- WHAT TO PRODUCE
Give the count of lines in the records below that contain "down", and say nothing more.

(Collected data)

□ □ □

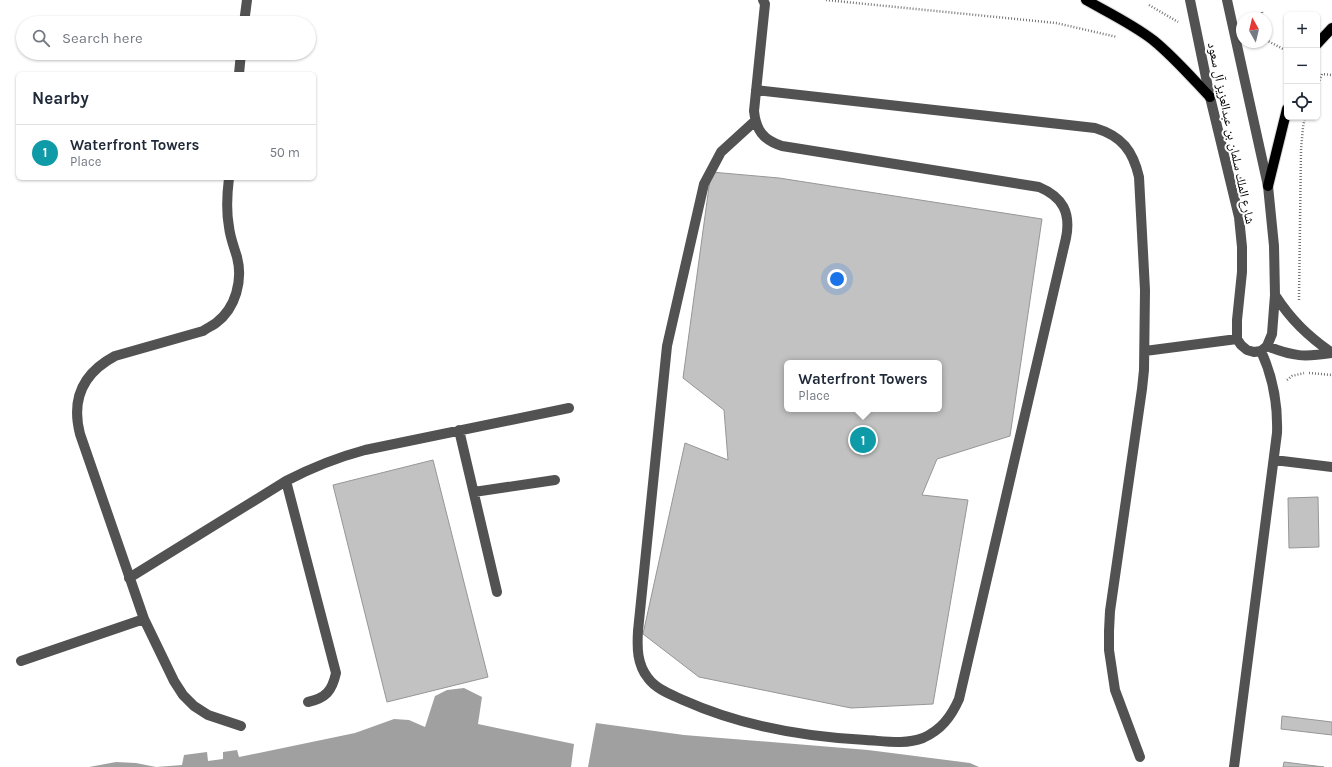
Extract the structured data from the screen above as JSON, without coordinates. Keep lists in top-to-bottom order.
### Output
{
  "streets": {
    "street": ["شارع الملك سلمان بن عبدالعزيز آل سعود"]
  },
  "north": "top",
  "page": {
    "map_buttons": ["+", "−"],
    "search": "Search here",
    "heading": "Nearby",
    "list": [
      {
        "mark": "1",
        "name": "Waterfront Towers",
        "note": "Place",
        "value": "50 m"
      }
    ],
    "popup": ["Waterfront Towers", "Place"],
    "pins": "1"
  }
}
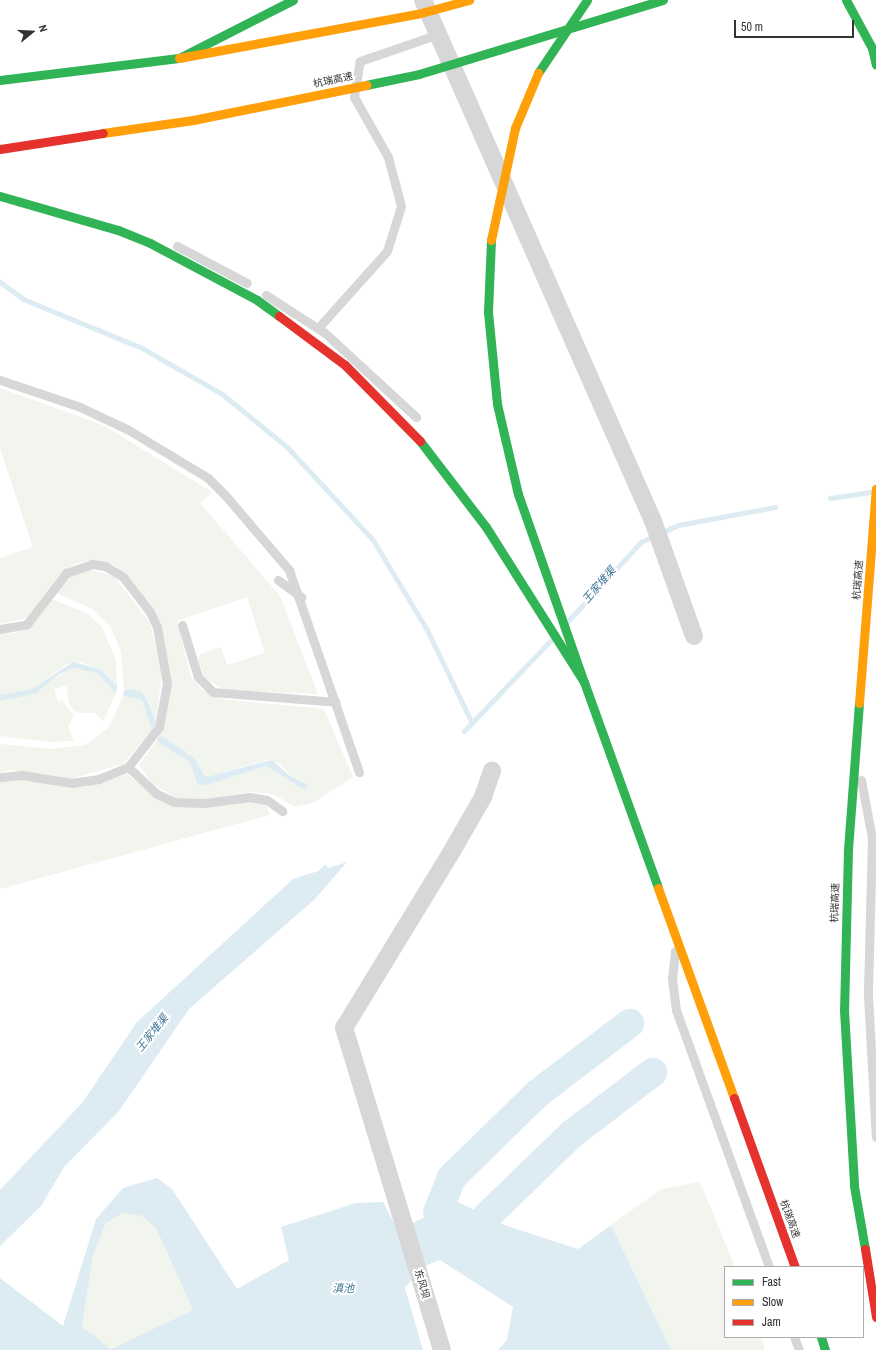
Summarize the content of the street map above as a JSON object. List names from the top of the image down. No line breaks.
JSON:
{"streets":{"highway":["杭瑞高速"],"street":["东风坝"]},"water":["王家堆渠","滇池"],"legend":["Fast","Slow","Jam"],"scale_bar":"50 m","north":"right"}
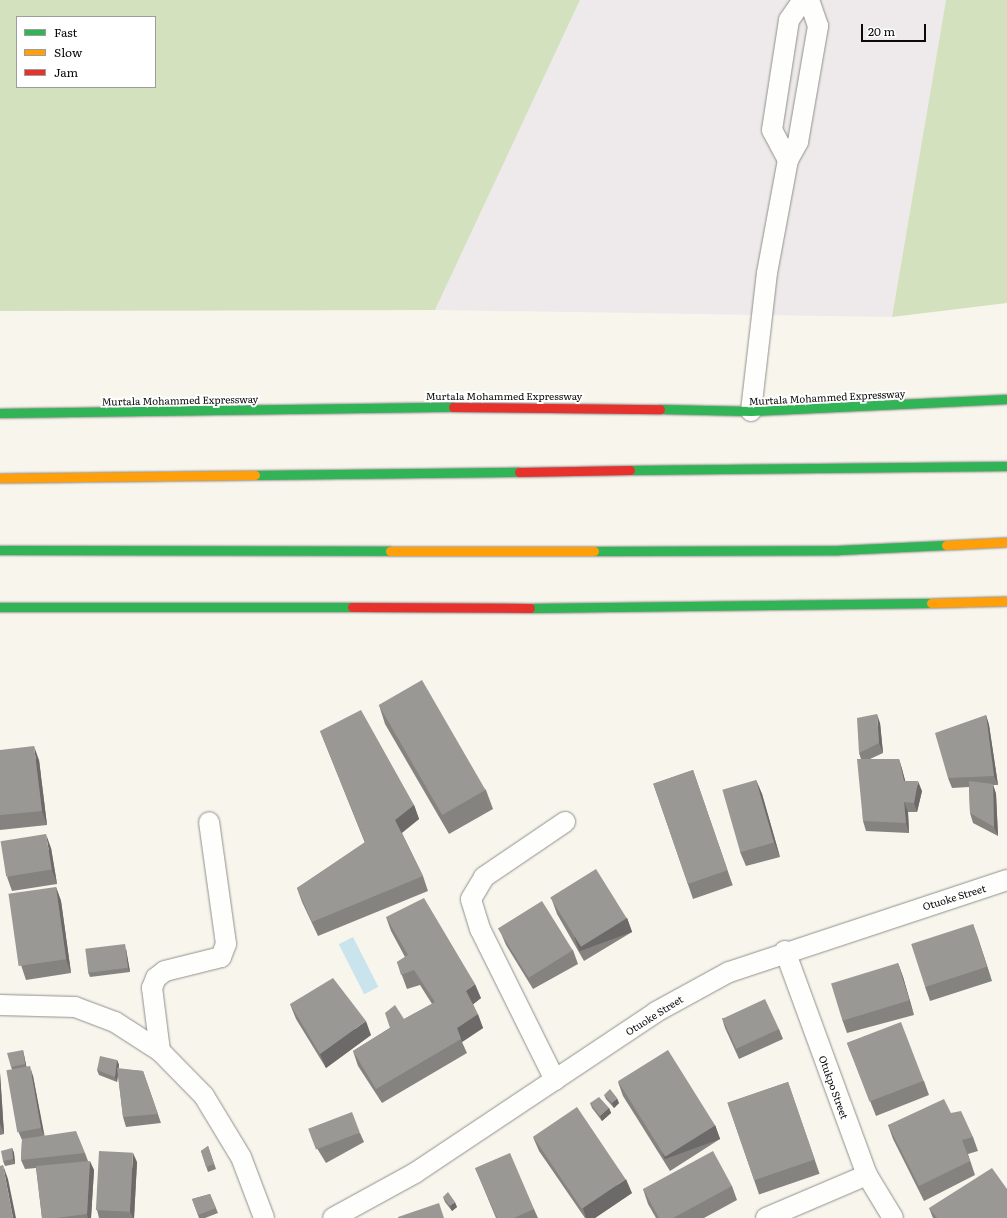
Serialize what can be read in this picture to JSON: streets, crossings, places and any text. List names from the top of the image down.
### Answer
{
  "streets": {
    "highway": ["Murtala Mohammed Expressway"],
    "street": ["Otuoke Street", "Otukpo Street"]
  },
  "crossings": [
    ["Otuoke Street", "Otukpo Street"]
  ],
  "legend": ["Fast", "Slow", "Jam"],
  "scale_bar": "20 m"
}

□ □ □

- ANSWER TO THE PROBLEM
2